> [Exercise directions]
Please copy each line below that contains the string "display".

>>

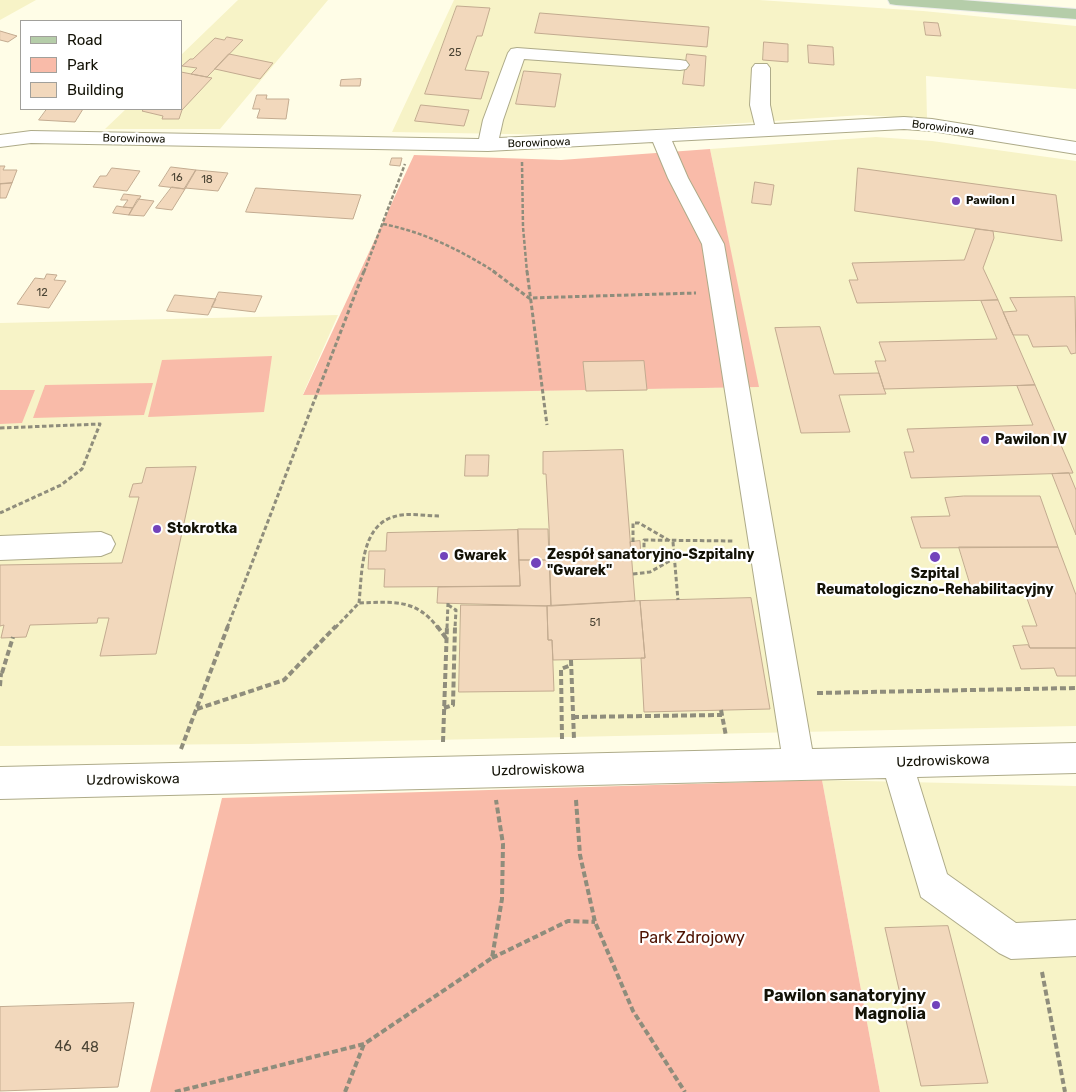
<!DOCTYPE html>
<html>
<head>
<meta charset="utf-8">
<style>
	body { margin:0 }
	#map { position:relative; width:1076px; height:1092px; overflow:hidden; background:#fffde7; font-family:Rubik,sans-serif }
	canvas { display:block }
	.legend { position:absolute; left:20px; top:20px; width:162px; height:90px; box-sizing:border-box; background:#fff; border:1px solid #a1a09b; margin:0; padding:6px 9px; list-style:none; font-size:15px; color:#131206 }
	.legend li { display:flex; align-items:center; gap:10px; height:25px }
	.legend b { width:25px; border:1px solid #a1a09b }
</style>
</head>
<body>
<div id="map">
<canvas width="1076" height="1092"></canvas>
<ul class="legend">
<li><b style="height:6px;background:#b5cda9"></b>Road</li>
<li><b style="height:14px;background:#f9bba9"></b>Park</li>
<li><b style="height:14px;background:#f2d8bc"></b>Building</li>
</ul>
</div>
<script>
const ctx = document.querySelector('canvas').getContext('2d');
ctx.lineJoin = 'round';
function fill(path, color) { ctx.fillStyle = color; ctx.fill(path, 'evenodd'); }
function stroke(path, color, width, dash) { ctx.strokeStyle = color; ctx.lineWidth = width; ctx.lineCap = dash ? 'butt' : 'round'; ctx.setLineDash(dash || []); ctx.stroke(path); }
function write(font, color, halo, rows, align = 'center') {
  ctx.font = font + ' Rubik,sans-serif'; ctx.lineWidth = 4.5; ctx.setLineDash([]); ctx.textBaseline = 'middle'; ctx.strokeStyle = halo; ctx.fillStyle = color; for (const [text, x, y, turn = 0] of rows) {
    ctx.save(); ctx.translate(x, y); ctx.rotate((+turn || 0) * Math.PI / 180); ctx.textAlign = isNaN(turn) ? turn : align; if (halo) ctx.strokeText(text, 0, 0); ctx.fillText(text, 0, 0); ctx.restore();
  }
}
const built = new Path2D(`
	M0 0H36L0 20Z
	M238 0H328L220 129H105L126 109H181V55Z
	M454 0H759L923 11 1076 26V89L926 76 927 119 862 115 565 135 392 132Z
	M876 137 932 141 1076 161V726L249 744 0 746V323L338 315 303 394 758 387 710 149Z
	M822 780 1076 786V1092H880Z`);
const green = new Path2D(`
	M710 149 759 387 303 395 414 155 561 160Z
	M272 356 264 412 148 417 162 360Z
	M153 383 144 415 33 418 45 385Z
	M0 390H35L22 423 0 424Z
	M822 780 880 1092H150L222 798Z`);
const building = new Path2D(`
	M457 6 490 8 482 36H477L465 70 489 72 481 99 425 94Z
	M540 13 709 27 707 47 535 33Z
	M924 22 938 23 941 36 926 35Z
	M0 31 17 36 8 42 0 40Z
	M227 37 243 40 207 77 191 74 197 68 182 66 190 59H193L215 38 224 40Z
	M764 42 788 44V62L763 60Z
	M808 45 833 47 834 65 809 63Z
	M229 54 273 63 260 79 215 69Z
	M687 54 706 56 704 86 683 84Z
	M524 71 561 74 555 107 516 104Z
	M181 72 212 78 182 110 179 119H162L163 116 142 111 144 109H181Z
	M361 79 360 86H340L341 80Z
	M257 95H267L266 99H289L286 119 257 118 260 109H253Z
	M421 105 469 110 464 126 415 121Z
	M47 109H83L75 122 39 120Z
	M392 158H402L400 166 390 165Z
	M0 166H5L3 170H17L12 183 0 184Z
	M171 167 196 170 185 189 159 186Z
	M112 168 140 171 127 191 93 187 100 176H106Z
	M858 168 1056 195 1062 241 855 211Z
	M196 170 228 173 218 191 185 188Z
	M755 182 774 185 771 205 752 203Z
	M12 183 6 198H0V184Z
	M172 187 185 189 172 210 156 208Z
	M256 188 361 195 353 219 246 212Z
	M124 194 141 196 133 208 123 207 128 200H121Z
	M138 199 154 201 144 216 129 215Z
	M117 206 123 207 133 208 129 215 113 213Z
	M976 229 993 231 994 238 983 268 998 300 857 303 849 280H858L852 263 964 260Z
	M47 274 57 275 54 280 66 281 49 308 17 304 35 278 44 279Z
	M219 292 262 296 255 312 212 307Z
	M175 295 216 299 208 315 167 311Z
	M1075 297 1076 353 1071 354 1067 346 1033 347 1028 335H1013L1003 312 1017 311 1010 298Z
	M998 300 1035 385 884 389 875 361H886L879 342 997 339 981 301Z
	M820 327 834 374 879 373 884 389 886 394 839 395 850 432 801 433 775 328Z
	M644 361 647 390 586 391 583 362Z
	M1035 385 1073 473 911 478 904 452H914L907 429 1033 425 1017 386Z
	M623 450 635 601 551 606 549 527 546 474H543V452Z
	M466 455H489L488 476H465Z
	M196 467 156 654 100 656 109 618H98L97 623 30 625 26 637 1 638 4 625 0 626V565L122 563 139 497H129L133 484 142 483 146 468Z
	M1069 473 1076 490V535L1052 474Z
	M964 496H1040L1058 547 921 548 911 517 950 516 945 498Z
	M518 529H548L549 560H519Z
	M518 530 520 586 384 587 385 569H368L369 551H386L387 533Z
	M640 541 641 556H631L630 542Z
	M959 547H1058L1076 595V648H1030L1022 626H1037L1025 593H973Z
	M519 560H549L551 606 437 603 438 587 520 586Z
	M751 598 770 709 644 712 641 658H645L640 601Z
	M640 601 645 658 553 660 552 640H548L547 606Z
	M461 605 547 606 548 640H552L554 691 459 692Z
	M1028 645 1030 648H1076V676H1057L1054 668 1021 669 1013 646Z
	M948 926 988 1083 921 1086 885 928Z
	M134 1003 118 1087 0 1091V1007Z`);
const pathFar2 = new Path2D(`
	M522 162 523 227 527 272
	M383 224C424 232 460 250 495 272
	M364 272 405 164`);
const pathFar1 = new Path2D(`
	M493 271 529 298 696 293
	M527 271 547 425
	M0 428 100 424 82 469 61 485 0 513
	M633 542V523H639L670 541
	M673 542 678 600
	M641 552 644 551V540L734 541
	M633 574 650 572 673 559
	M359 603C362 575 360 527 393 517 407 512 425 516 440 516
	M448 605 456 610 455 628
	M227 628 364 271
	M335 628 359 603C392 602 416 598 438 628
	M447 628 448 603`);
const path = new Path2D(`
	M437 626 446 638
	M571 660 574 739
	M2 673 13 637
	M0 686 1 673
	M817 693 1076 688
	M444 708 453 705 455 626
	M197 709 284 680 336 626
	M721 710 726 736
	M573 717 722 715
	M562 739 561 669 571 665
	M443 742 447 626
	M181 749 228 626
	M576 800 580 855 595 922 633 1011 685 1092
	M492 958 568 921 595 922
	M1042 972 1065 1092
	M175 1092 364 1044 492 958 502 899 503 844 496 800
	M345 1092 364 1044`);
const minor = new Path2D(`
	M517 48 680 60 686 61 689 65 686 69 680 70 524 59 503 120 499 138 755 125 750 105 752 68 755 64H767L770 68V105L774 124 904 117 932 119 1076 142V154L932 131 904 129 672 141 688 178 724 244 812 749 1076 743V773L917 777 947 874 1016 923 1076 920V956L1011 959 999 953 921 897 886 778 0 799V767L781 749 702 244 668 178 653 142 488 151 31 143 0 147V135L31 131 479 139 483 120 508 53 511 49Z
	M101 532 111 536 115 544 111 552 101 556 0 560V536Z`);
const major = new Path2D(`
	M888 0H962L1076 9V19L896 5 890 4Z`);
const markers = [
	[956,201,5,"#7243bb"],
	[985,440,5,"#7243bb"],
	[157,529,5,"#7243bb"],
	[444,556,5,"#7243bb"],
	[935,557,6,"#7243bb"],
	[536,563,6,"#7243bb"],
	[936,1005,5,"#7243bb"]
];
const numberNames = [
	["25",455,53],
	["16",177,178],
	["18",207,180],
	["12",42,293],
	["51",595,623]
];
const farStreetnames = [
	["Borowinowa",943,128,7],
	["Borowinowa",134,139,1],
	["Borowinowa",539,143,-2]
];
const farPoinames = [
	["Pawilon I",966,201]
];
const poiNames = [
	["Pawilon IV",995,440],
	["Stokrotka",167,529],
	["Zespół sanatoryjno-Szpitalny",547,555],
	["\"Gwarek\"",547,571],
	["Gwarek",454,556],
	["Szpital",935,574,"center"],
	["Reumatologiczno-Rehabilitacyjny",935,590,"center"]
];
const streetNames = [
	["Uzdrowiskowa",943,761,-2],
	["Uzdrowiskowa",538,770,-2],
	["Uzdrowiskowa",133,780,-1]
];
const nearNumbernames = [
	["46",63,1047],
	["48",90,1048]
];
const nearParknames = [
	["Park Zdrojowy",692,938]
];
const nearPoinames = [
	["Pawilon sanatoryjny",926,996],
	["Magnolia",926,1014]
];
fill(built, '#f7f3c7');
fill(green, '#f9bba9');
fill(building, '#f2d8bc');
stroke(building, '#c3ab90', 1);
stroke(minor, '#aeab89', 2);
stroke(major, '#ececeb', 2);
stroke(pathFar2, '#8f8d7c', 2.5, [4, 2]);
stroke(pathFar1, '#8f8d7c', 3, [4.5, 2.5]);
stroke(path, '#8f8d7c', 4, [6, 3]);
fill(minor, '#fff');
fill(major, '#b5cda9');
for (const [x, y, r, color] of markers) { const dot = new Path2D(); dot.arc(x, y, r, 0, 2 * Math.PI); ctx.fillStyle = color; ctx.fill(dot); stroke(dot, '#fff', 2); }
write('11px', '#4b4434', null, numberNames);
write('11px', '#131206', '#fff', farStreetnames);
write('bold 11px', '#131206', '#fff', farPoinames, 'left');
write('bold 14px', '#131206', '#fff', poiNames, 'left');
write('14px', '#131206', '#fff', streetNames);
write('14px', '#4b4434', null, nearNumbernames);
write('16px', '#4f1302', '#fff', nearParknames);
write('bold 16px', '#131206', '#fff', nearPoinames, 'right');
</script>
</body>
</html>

<<

> [Reply to the task]
	canvas { display:block }
	.legend li { display:flex; align-items:center; gap:10px; height:25px }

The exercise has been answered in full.